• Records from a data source
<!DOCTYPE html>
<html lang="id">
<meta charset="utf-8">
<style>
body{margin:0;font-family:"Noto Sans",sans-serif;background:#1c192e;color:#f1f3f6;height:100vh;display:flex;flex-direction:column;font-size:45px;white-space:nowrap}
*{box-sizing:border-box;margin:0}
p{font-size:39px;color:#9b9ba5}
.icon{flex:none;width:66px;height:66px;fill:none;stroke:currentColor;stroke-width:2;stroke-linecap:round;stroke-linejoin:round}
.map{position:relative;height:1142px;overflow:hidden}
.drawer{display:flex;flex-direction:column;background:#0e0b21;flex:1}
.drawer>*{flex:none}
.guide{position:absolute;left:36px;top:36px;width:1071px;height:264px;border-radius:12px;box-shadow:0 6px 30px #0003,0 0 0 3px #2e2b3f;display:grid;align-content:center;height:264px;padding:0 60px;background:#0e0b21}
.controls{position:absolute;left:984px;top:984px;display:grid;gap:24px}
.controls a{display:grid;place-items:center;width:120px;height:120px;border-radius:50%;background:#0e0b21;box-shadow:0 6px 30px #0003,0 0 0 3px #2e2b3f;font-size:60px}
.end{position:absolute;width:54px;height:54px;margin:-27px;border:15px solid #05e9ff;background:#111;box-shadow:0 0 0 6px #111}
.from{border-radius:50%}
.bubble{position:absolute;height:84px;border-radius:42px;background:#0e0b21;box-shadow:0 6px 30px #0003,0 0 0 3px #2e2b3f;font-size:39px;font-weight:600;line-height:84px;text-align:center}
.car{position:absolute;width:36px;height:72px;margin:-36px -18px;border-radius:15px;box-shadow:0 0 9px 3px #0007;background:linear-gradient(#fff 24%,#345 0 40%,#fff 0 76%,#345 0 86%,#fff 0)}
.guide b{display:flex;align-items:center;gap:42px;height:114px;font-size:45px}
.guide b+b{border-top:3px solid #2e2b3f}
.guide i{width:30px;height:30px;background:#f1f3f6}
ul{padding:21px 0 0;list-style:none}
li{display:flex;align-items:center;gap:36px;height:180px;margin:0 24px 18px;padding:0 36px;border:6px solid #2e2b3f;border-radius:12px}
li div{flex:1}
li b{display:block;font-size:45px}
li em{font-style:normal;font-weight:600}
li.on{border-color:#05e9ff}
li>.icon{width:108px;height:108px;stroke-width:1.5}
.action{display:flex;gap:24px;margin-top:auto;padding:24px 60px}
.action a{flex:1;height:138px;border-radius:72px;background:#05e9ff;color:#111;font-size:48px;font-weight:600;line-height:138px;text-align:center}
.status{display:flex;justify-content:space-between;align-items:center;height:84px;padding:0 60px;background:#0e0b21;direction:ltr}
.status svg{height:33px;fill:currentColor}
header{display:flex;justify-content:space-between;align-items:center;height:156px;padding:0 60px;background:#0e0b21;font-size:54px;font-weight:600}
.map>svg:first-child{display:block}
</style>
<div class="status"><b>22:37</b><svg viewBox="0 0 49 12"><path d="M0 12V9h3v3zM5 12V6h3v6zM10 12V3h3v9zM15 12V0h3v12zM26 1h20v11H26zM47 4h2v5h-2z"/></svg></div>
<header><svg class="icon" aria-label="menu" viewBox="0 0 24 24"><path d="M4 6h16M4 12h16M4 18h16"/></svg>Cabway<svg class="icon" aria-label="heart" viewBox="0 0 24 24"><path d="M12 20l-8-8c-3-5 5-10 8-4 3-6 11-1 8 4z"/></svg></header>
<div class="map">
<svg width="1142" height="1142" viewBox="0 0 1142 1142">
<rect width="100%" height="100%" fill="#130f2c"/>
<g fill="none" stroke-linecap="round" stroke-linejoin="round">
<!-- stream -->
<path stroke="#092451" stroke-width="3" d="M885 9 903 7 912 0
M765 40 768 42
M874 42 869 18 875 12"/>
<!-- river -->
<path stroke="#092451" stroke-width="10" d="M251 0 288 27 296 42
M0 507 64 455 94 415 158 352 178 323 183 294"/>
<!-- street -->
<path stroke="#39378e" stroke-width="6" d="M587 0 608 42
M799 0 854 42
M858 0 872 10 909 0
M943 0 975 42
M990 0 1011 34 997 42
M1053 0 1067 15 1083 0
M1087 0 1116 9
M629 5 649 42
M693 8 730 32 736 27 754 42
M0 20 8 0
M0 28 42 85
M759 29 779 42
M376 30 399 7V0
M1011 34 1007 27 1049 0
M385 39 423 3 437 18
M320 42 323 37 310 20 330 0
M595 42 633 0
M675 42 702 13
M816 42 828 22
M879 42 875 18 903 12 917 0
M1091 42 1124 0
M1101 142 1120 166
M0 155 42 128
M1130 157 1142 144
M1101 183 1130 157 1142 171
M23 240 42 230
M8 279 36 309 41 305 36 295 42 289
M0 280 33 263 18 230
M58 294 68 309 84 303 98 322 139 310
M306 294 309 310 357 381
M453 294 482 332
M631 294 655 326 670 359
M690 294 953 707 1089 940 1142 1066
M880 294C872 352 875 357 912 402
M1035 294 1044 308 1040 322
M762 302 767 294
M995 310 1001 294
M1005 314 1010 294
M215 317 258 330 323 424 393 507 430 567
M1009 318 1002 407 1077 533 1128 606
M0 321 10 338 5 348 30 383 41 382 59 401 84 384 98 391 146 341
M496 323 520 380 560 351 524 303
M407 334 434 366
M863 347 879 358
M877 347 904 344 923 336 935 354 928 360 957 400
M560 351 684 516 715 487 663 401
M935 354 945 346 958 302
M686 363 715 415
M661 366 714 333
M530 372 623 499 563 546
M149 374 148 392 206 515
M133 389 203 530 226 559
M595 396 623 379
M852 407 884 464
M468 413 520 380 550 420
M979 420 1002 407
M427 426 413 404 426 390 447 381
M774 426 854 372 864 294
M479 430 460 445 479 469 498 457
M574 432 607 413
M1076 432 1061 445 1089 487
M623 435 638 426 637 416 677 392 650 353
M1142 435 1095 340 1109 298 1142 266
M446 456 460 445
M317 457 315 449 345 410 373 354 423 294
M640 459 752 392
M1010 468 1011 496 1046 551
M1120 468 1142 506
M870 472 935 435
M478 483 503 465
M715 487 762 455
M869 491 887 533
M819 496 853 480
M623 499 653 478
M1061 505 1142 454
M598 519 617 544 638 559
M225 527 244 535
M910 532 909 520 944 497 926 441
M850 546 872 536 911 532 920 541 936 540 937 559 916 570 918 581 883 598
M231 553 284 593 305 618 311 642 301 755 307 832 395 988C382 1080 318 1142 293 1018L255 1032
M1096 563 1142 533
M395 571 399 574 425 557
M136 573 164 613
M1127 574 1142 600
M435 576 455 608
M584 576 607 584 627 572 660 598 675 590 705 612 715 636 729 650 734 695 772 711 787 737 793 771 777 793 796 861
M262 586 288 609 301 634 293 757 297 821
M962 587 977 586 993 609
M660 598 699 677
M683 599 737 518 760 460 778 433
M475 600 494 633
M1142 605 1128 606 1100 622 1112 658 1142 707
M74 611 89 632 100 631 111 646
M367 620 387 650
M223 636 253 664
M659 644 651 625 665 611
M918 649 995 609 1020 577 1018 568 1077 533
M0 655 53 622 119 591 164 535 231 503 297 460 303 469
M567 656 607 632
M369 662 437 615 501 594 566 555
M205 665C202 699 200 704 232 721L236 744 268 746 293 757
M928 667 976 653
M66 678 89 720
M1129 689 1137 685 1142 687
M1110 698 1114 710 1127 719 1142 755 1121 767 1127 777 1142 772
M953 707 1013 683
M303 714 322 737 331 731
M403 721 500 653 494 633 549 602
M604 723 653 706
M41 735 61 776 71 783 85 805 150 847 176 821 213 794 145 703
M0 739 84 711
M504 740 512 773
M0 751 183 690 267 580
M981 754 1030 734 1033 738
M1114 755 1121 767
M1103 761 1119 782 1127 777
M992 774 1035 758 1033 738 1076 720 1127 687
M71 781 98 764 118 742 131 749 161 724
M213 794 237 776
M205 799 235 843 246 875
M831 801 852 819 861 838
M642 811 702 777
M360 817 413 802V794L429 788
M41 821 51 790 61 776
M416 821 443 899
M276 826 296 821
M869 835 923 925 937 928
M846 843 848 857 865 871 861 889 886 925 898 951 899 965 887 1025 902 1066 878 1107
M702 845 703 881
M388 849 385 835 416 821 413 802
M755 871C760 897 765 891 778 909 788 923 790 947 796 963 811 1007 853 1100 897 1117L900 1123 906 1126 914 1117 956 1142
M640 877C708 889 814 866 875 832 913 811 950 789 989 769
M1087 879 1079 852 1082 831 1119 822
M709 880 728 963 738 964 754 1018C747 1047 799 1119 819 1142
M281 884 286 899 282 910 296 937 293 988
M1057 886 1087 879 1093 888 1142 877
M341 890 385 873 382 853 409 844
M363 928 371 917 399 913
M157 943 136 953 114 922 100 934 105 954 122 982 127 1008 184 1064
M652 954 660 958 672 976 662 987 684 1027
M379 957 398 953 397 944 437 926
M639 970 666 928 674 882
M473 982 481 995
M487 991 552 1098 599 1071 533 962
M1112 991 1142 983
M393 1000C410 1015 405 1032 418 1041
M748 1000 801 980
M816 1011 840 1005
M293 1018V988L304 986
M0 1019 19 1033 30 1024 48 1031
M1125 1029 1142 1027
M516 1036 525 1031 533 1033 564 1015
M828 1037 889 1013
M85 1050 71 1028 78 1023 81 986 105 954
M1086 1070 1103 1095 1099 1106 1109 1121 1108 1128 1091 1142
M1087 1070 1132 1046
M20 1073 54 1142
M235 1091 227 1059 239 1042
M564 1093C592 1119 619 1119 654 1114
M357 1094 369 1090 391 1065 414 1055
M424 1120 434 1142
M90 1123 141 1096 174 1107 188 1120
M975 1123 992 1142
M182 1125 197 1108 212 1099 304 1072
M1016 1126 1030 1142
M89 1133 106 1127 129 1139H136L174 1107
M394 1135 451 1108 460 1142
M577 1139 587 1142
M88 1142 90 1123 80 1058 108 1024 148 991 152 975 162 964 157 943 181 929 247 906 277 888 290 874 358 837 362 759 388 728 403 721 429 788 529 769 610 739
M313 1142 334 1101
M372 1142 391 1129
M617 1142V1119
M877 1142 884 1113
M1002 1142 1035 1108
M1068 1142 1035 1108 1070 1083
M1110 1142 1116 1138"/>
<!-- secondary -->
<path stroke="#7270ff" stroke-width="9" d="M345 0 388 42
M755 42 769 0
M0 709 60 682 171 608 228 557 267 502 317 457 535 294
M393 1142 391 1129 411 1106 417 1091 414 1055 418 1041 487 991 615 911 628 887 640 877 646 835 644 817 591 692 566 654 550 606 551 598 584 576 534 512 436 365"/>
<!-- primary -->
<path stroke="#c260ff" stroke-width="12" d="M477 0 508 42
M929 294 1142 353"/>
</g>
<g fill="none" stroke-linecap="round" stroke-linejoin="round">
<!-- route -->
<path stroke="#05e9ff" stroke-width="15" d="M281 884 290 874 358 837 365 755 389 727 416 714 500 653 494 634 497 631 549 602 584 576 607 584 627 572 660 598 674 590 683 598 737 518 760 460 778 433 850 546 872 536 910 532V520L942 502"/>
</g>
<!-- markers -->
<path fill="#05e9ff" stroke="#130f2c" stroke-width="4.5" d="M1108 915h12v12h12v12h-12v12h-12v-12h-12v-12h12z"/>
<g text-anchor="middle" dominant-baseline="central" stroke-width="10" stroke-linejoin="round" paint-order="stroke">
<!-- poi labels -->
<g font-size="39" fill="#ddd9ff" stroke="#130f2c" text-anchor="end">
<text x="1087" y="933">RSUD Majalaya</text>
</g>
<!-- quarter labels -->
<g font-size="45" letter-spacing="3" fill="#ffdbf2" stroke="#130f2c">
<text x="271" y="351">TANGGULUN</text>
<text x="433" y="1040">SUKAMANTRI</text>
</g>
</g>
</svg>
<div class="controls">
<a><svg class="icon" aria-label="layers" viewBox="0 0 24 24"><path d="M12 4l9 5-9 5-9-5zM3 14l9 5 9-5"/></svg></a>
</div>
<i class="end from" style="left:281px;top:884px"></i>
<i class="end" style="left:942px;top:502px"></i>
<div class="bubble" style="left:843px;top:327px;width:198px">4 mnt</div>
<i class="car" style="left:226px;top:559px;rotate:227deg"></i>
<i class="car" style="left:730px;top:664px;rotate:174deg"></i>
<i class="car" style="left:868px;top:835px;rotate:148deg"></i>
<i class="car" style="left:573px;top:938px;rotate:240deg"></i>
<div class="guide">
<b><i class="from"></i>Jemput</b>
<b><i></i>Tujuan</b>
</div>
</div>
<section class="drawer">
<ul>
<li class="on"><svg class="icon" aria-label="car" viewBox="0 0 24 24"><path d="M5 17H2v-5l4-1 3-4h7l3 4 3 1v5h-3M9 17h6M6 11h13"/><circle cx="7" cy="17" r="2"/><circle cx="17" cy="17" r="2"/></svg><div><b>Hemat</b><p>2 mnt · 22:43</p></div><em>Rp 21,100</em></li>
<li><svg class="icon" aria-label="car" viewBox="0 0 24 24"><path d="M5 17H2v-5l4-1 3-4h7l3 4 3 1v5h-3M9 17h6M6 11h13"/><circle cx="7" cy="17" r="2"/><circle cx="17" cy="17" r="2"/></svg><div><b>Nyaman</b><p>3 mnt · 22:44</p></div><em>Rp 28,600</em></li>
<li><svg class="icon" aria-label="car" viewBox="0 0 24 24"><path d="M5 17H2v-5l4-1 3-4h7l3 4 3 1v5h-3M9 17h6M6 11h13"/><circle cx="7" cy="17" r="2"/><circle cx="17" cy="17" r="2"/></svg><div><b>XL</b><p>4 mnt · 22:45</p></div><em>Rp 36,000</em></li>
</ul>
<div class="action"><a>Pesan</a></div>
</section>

• WHAT THE EXERCISE ASKS
For each line above that contains the word "grid", give the line as it is written.

• SOLVED EXERCISE
.guide{position:absolute;left:36px;top:36px;width:1071px;height:264px;border-radius:12px;box-shadow:0 6px 30px #0003,0 0 0 3px #2e2b3f;display:grid;align-content:center;height:264px;padding:0 60px;background:#0e0b21}
.controls{position:absolute;left:984px;top:984px;display:grid;gap:24px}
.controls a{display:grid;place-items:center;width:120px;height:120px;border-radius:50%;background:#0e0b21;box-shadow:0 6px 30px #0003,0 0 0 3px #2e2b3f;font-size:60px}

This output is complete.